• DIRECTIONS FOR THIS TASK:
All of the entries below should be returned verbatim, apart from the pictures.

• INFORMATION SHOWN:
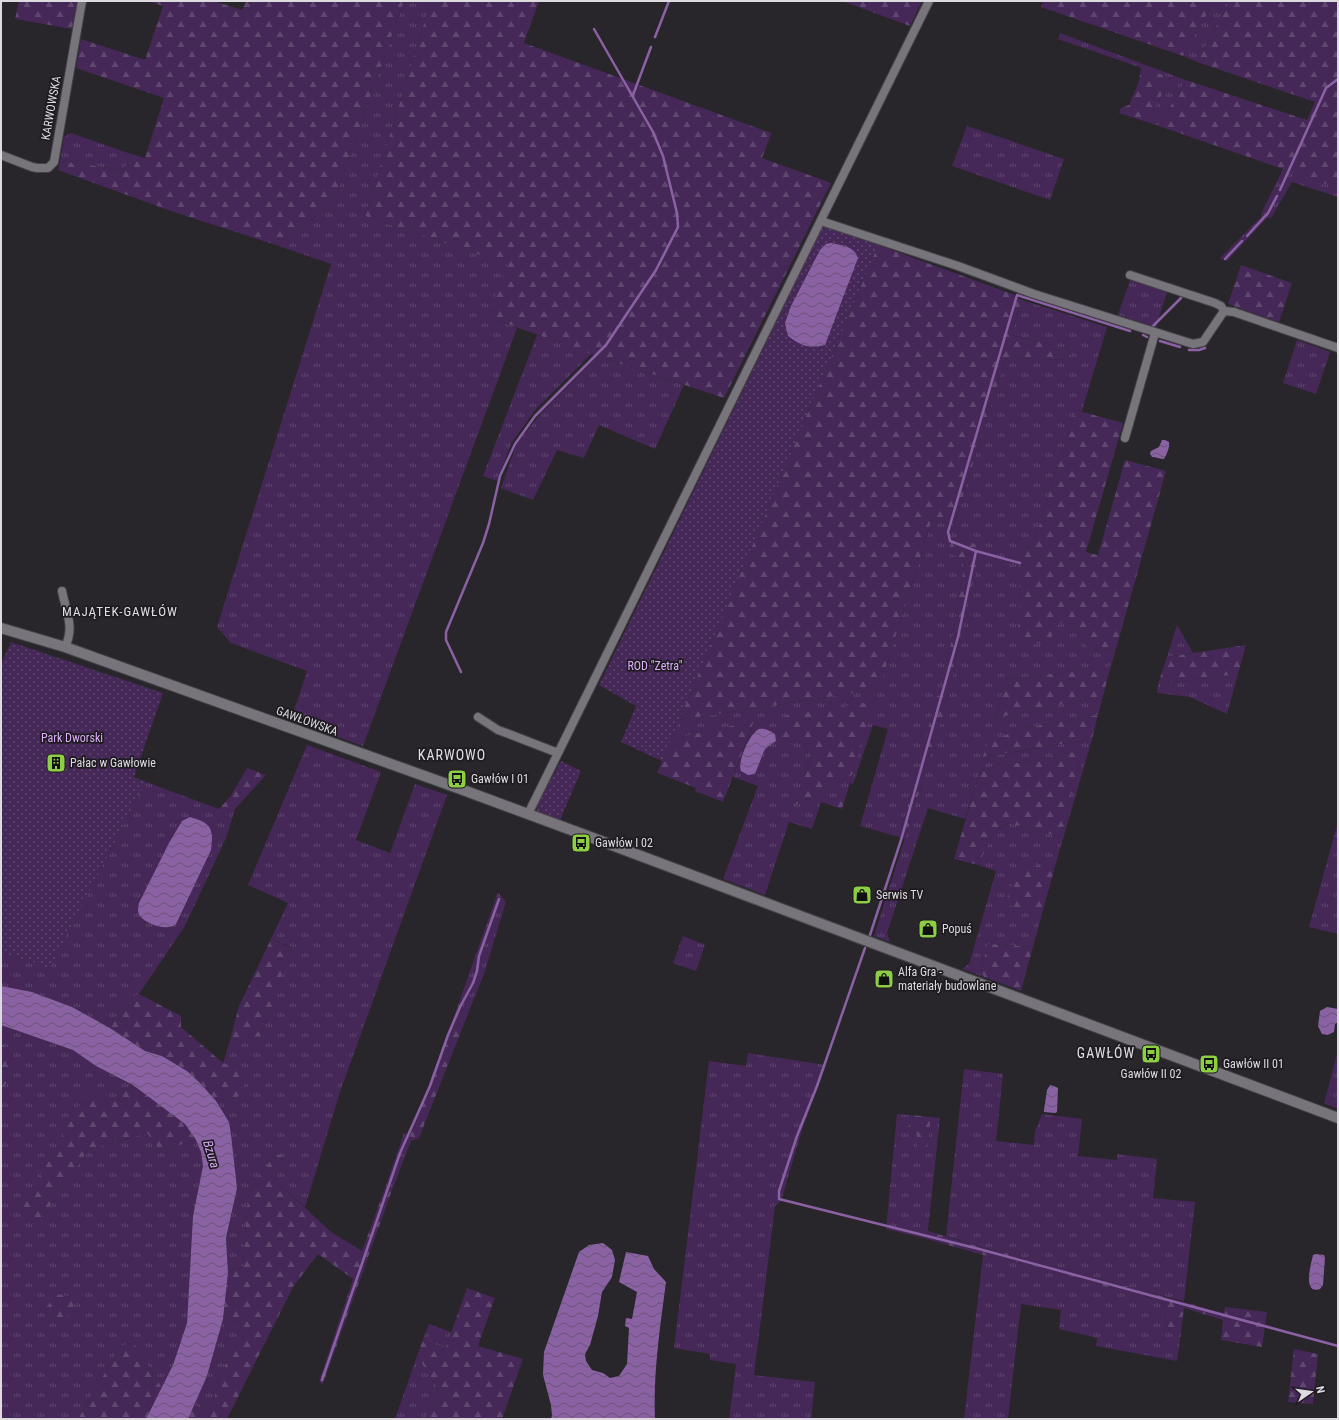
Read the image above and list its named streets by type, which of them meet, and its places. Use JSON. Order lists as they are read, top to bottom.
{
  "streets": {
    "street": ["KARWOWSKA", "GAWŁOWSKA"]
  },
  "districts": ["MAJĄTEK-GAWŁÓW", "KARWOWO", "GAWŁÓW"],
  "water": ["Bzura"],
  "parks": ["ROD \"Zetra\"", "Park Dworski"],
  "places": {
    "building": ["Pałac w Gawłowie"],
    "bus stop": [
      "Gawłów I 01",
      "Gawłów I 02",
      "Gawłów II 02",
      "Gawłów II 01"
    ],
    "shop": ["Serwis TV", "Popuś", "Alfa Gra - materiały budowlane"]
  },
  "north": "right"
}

• TASK ANSWER:
Read the image above and list its named streets by type, which of them meet, and its places. Use JSON. Order lists as they are read, top to bottom.
{
  "streets": {
    "street": ["KARWOWSKA", "GAWŁOWSKA"]
  },
  "districts": ["MAJĄTEK-GAWŁÓW", "KARWOWO", "GAWŁÓW"],
  "water": ["Bzura"],
  "parks": ["ROD \"Zetra\"", "Park Dworski"],
  "places": {
    "building": ["Pałac w Gawłowie"],
    "bus stop": [
      "Gawłów I 01",
      "Gawłów I 02",
      "Gawłów II 02",
      "Gawłów II 01"
    ],
    "shop": ["Serwis TV", "Popuś", "Alfa Gra - materiały budowlane"]
  },
  "north": "right"
}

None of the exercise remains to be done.